The Childbirth Emergency Phone Project was launched by AusAID as a pilot project in October last year to help reduce the high maternal death rate in PNG.

The Alotau Hospital has reported mothers and babies are being saved because rural health workers can now directly communicate with trained medical staff at the hospital’s labour ward.

CEO of Alotau Hospital, Mr Billa Naidi, described two recent examples of births that could have ended very differently without access to specialist advice.

In one instance, a mother in a remote part of the province went into premature labour. The village nurse in attendance was described by Mr Naidi as sounding afraid and confused over the phone. Using the emergency hotline, a doctor based in Alotau Hospital was able to successfully talk the village nurse through the delivery. The nurse was asked to perform a simple manoeuvre that she had not been trained to do, but which ultimately saved the life of mother and child.
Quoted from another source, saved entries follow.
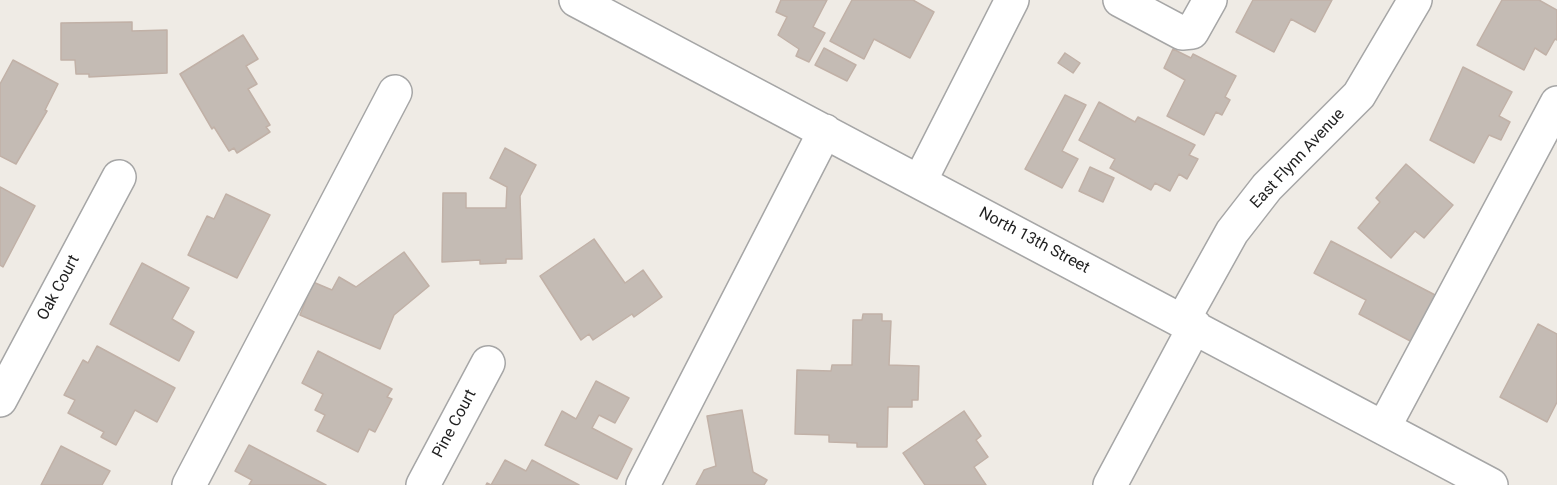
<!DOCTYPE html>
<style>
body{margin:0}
canvas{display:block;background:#efebe5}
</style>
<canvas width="1557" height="485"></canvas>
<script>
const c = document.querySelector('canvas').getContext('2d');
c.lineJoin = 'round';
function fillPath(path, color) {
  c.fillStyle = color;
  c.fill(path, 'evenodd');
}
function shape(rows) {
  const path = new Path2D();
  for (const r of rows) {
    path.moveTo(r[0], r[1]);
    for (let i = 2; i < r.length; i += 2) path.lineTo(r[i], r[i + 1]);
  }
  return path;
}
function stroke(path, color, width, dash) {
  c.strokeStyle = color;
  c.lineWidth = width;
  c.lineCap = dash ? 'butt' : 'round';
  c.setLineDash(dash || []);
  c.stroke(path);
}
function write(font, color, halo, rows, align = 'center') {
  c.font = font + ' Roboto,sans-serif';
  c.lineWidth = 4.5;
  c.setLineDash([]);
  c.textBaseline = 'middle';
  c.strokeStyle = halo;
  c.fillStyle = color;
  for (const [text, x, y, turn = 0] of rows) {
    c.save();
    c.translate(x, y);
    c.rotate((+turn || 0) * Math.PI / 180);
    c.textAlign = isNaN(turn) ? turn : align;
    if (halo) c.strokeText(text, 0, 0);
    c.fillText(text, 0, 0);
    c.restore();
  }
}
const building = shape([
 [781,0,827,0,813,27,825,33,809,62,796,56,799,49,778,35,787,17,776,12,781,0],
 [852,0,913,0,934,12,910,58,874,39,864,59,830,41,852,0],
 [1253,0,1332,0,1315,32,1291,19,1274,52,1236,32,1253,0],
 [1502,0,1539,0,1557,10,1557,40,1555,39,1546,55,1535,48,1524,70,1477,45,1502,0],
 [132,22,132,31,167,30,167,73,89,77,89,74,76,74,75,60,61,60,61,23,132,22],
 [243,35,258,59,246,66,257,84,248,89,270,125,266,127,270,132,237,153,234,148,229,151,214,127,212,129,180,74,243,35],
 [824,48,856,65,847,81,815,65,824,48],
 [1173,49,1191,58,1193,54,1236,76,1225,97,1230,100,1222,115,1216,112,1204,135,1167,116,1185,80,1164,68,1173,49],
 [1065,53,1080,63,1073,73,1058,63,1065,53],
 [13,60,58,84,45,110,47,111,16,164,0,156,0,84,13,60],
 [1463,67,1512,92,1499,116,1510,122,1501,140,1489,135,1474,163,1430,140,1463,67],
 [1065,95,1086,105,1062,151,1078,159,1062,188,1025,169,1065,95],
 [1099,102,1135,122,1138,117,1195,145,1189,155,1198,159,1187,179,1179,174,1170,191,1155,183,1151,190,1110,168,1115,159,1079,140,1099,102],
 [505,148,536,165,520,196,522,259,506,259,506,263,480,264,480,260,442,262,443,193,466,193,466,208,506,208,507,187,490,178,505,148],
 [1406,164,1453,205,1424,238,1415,231,1391,258,1358,228,1380,202,1376,198,1406,164],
 [1090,167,1114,178,1103,202,1079,191,1090,167],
 [0,187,35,206,3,267,0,265,0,187],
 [226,194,270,215,237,278,188,255,207,216,214,219,226,194],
 [594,239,625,283,643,270,662,297,634,317,632,314,593,340,589,334,581,340,540,276,594,239],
 [1331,241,1439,297,1416,344,1359,314,1366,300,1314,273,1331,241],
 [404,252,429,286,394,315,380,349,300,315,313,282,332,290,339,277,356,287,404,252],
 [142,263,189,288,172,319,194,332,179,361,110,324,142,263],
 [863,314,882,314,882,321,891,321,889,365,919,366,918,400,912,400,912,407,888,407,887,447,857,447,857,443,829,442,829,435,795,434,797,370,831,371,832,365,852,365,853,320,862,320,863,314],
 [1538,324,1557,334,1557,402,1547,422,1500,397,1538,324],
 [97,346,175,388,157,422,135,410,116,445,101,437,104,432,68,413,75,400,64,395,83,360,88,363,97,346],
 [318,351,392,389,387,397,392,399,375,432,369,429,358,452,317,431,325,415,315,410,323,394,302,383,318,351],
 [596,381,629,398,615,423,599,415,592,428,632,449,617,479,545,445,562,411,576,419,596,381],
 [742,410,753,472,767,480,764,485,696,485,704,470,716,466,707,416,742,410],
 [964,411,981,436,976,440,988,457,974,467,986,485,925,485,903,453,964,411],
 [249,445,326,485,249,485,252,480,235,471,249,445],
 [61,446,110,471,102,485,41,485,61,446],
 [505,460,526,471,532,460,579,485,486,485,487,483,491,485,505,460]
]);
fillPath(building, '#c4bbb4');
stroke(building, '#c1b1a7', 1.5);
const minor = shape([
 [576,0,1491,485],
 [1120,0,1182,33,1192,32,1210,0],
 [920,181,1012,0],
 [1183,320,1232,232,1267,187,1359,95,1415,0],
 [0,400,119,177],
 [1384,427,1557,103],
 [189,485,395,92],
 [423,485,488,363],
 [643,485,825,131],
 [1110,485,1195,326]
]);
stroke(minor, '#a6a6a6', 36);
stroke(minor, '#fff', 33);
write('16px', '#1f1f1f', '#fff', [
 ["East Flynn Avenue",1298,159,-47],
 ["North 13th Street",1034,241,28],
 ["Oak Court",59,288,-62],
 ["Pine Court",455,424,-62]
]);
</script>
Another case reported saw medical staff at the hospital labour ward assist a rural health worker keep a mother and child alive—long enough to be transferred to Alotau Hospital. In this case, the 40-year-old mother, who had already been through five pregnancies, was physically unable to have a normal delivery.
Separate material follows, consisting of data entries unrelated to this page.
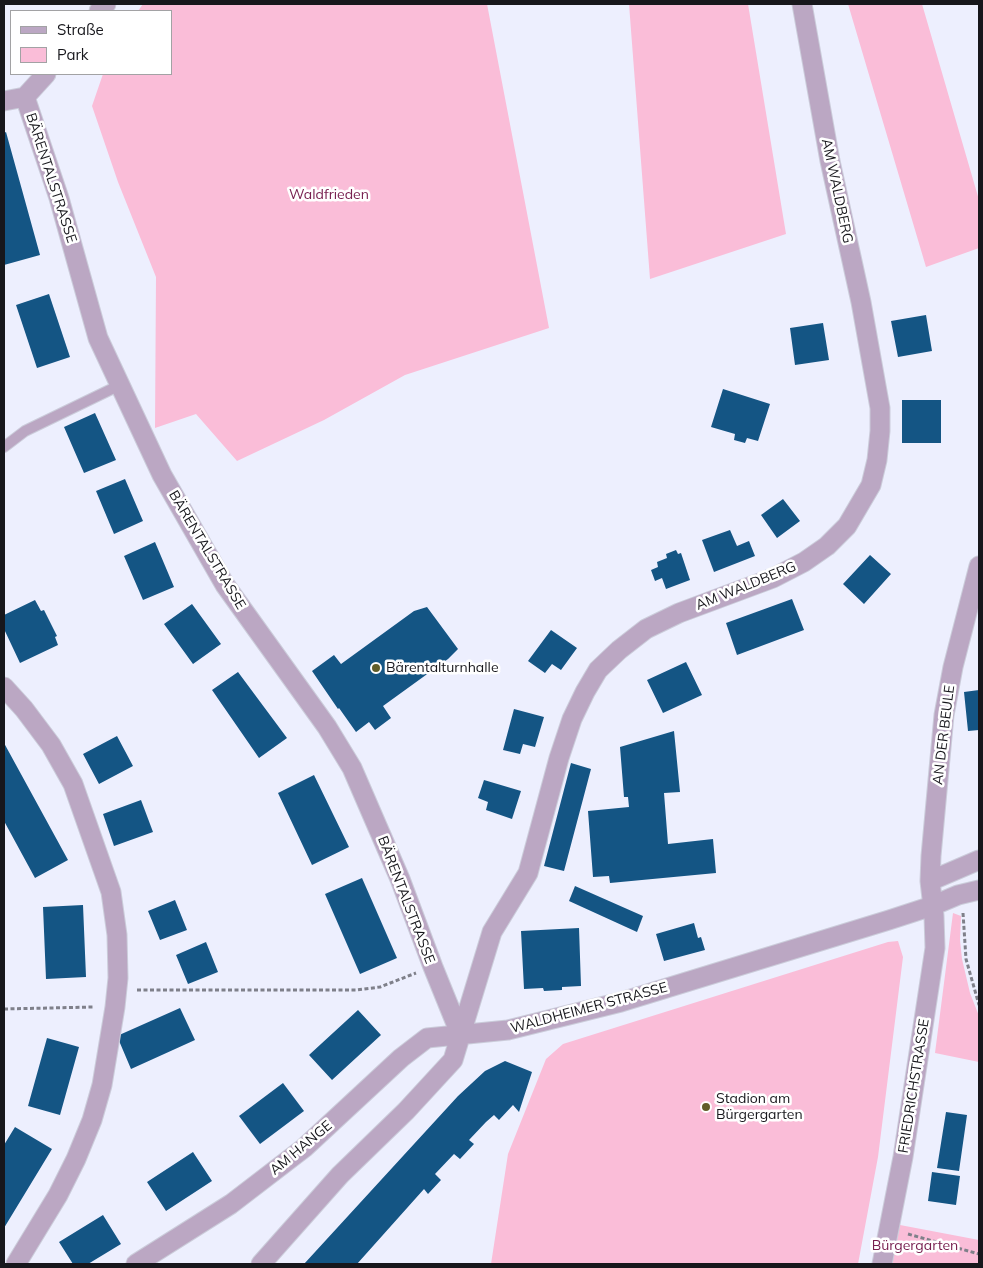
<!DOCTYPE html>
<html>
<head>
<meta charset="utf-8">
<style>
	body { margin:0 }
	#map { position:relative; width:983px; height:1268px; overflow:hidden; background:#edeffe; font-family:Mulish,sans-serif }
	canvas { display:block }
	.frame { position:absolute; inset:0; border:5px solid #17171c; pointer-events:none }
	.legend { position:absolute; left:10px; top:10px; width:162px; height:65px; box-sizing:border-box; background:#fff; border:1px solid #a2a2a4; margin:0; padding:6px 9px; list-style:none; font-size:15px; color:#17171c }
	.legend li { display:flex; align-items:center; gap:10px; height:25px }
	.legend b { width:25px; border:1px solid #a2a2a4 }
</style>
</head>
<body>
<div id="map">
<canvas width="983" height="1268"></canvas>
<div class="frame"></div>
<ul class="legend">
<li><b style="height:6px;background:#bba7c3"></b>Straße</li>
<li><b style="height:14px;background:#fabdd8"></b>Park</li>
</ul>
</div>
<script>
const c = document.querySelector('canvas').getContext('2d');
c.lineJoin = 'round';
function paint(path, color) {
  c.fillStyle = color;
  c.fill(path, 'evenodd');
}
function poly(rows) {
  const path = new Path2D();
  for (const r of rows) {
    path.moveTo(r[0], r[1]);
    for (let i = 2; i < r.length; i += 2) path.lineTo(r[i], r[i + 1]);
  }
  return path;
}
function strokePath(path, color, width, dash) {
  c.strokeStyle = color;
  c.lineWidth = width;
  c.lineCap = dash ? 'butt' : 'round';
  c.setLineDash(dash || []);
  c.stroke(path);
}
function label(font, color, halo, rows, align = 'center') {
  c.font = font + ' Mulish,sans-serif';
  c.lineWidth = 5;
  c.setLineDash([]);
  c.textBaseline = 'middle';
  c.strokeStyle = halo;
  c.fillStyle = color;
  for (const [text, x, y, turn = 0] of rows) {
    c.save();
    c.translate(x, y);
    c.rotate((+turn || 0) * Math.PI / 180);
    c.textAlign = isNaN(turn) ? turn : align;
    if (halo) c.strokeText(text, 0, 0);
    c.fillText(text, 0, 0);
    c.restore();
  }
}
const green = poly([
	[143,4,487,4,549,328,405,375,324,420,237,461,196,414,155,428,156,277,118,182,92,106,103,74,171,74,171,11,138,11],
	[629,4,748,4,786,234,650,279],
	[848,4,922,4,979,200,979,248,926,267],
	[953,913,961,916,960,940,962,959,970,993,979,1016,979,1062,935,1053],
	[898,941,903,957,878,1157,858,1264,491,1264,508,1154,546,1059,563,1044,888,942],
	[900,1225,979,1240,979,1264,892,1264]
]);
const building = poly([
	[6,132,40,255,4,265,4,133],
	[49,294,70,357,37,368,16,305],
	[926,315,932,351,898,357,891,321],
	[823,323,829,360,795,365,790,328],
	[723,389,770,404,758,441,747,438,745,443,734,440,735,434,711,427],
	[902,400,941,400,941,443,902,443],
	[95,413,116,460,84,473,64,427],
	[125,479,143,521,114,534,96,491],
	[783,499,800,521,777,538,761,515],
	[730,530,737,546,749,541,755,556,714,572,702,540],
	[155,542,174,587,143,600,124,556],
	[676,550,678,554,681,553,690,580,666,589,662,578,655,581,651,570,658,567,657,562,667,558,666,554],
	[870,555,891,574,864,604,843,584],
	[792,599,804,630,737,655,726,623],
	[35,600,41,611,44,610,57,636,55,637,58,645,20,663,4,629,4,615],
	[192,604,221,644,193,664,164,624],
	[427,607,458,649,448,659,383,706,391,718,375,730,369,722,356,732,339,708,338,709,312,671,334,655,341,664,414,611],
	[551,630,577,648,561,670,552,664,545,673,528,661],
	[686,662,702,695,663,713,647,680],
	[238,672,287,738,259,758,212,690],
	[979,690,979,730,968,731,964,692],
	[514,709,544,717,535,747,523,744,520,754,503,750],
	[674,731,680,792,664,793,668,844,713,839,716,873,610,883,609,876,593,877,588,811,629,807,628,797,624,797,620,747],
	[117,736,133,766,99,784,83,754],
	[4,743,68,860,35,878,4,821],
	[571,763,591,769,564,871,544,866],
	[314,775,349,847,312,865,278,793],
	[484,780,521,791,512,819,486,810,488,802,478,798],
	[141,800,153,832,114,846,103,814],
	[362,878,397,958,360,974,325,894],
	[575,886,643,916,637,932,569,901],
	[175,900,187,930,160,940,148,911],
	[83,905,86,977,46,979,43,907],
	[694,923,698,938,701,937,705,950,664,961,656,934],
	[579,928,581,986,562,987,562,990,544,991,543,988,524,989,521,931],
	[206,942,218,972,188,984,176,955],
	[180,1008,195,1040,131,1069,117,1036],
	[358,1010,381,1035,332,1080,309,1055],
	[47,1038,79,1047,60,1115,28,1106],
	[505,1061,532,1072,519,1112,513,1105,499,1120,494,1115,486,1122,469,1140,474,1144,460,1159,454,1154,435,1174,441,1180,428,1194,424,1189,357,1264,304,1264,458,1096,485,1071],
	[283,1083,304,1111,260,1144,239,1116],
	[946,1112,967,1115,959,1171,937,1168],
	[15,1127,52,1149,4,1228,4,1145],
	[193,1152,212,1181,166,1211,147,1182],
	[932,1172,960,1176,956,1205,928,1201],
	[103,1215,121,1244,88,1264,73,1264,59,1242]
]);
const path = poly([
	[963,913,966,959,979,1005],
	[137,990,356,990,380,987,416,973],
	[4,1009,94,1007],
	[908,1234,979,1254]
]);
const service = poly([
	[4,447,25,431,120,385]
]);
const minor = poly([
	[99,11,106,4],
	[46,74,25,97,59,198,98,338,162,475,225,585,327,727,352,768,400,879,433,967,461,1036],
	[4,101,25,97],
	[4,687,24,709,51,745,73,784,111,892,117,935,118,978,115,1007,102,1085,92,1120,76,1159,58,1195,16,1264],
	[930,881,979,860],
	[136,1264,231,1204,304,1148,401,1058,427,1038,508,1030,621,1002,889,920,932,906,958,895,979,890],
	[261,1264,340,1175,406,1111,453,1060,492,932,528,873,559,758,572,719,585,692,598,670,619,650,646,629,679,613,773,578,804,562,827,546,847,526,871,485,877,460,880,431,880,408,861,302,830,161,802,4],
	[882,1264,903,1157,935,948,934,916,930,881,931,856,944,715,953,667,979,566]
]);
const markers = [
	[376,668,5,"#605d29"],
	[706,1107,5,"#605d29"]
];
const streetNames = [
	["BÄRENTALSTRASSE",51,178,72],
	["AM WALDBERG",837,191,78],
	["BÄRENTALSTRASSE",207,550,59],
	["AM WALDBERG",746,586,-22],
	["AN DER BEULE",944,735,-83],
	["BÄRENTALSTRASSE",406,900,69],
	["WALDHEIMER STRASSE",589,1008,-15],
	["FRIEDRICHSTRASSE",914,1086,-81],
	["AM HANGE",301,1148,-40]
];
const parkNames = [
	["Waldfrieden",329,195],
	["Bürgergarten",915,1246]
];
const poiNames = [
	["Bärentalturnhalle",386,668],
	["Stadion am",716,1099],
	["Bürgergarten",716,1115]
];
paint(green, '#fabdd8');
paint(building, '#145584');
strokePath(service, '#cbccda', 12);
strokePath(minor, '#cbccda', 21);
strokePath(path, '#7f808a', 3, [4, 2.5]);
strokePath(service, '#bba7c3', 10);
strokePath(minor, '#bba7c3', 19);
for (const [x, y, r, color] of markers) {
  const dot = new Path2D();
  dot.arc(x, y, r, 0, 2 * Math.PI);
  c.fillStyle = color;
  c.fill(dot);
  strokePath(dot, '#fff', 2);
}
label('14px', '#17171c', '#fff', streetNames);
label('14px', '#782050', '#fff', parkNames);
label('14px', '#17171c', '#fff', poiNames, 'left');
</script>
</body>
</html>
Complications such as these often do not end well for mothers giving birth in PNG—particularly in rural and remote areas. Approximately 1500 women die in childbirth each year, or around five a day. PNG also suffers from few and poorly-trained midwives and community health workers. To address this, Australia is boosting the health workforce by providing 1400 health scholarships over three years.

Provincial health authorities will be visiting a number of health centres around the Milne Bay Province, distributing solar phone chargers, books on maternal health and promoting the free call emergency service. The emergency phone service is funded through AusAID’s Economic and Public Sector Program and operated in partnership with the Milne Bay Provincial Health Authority.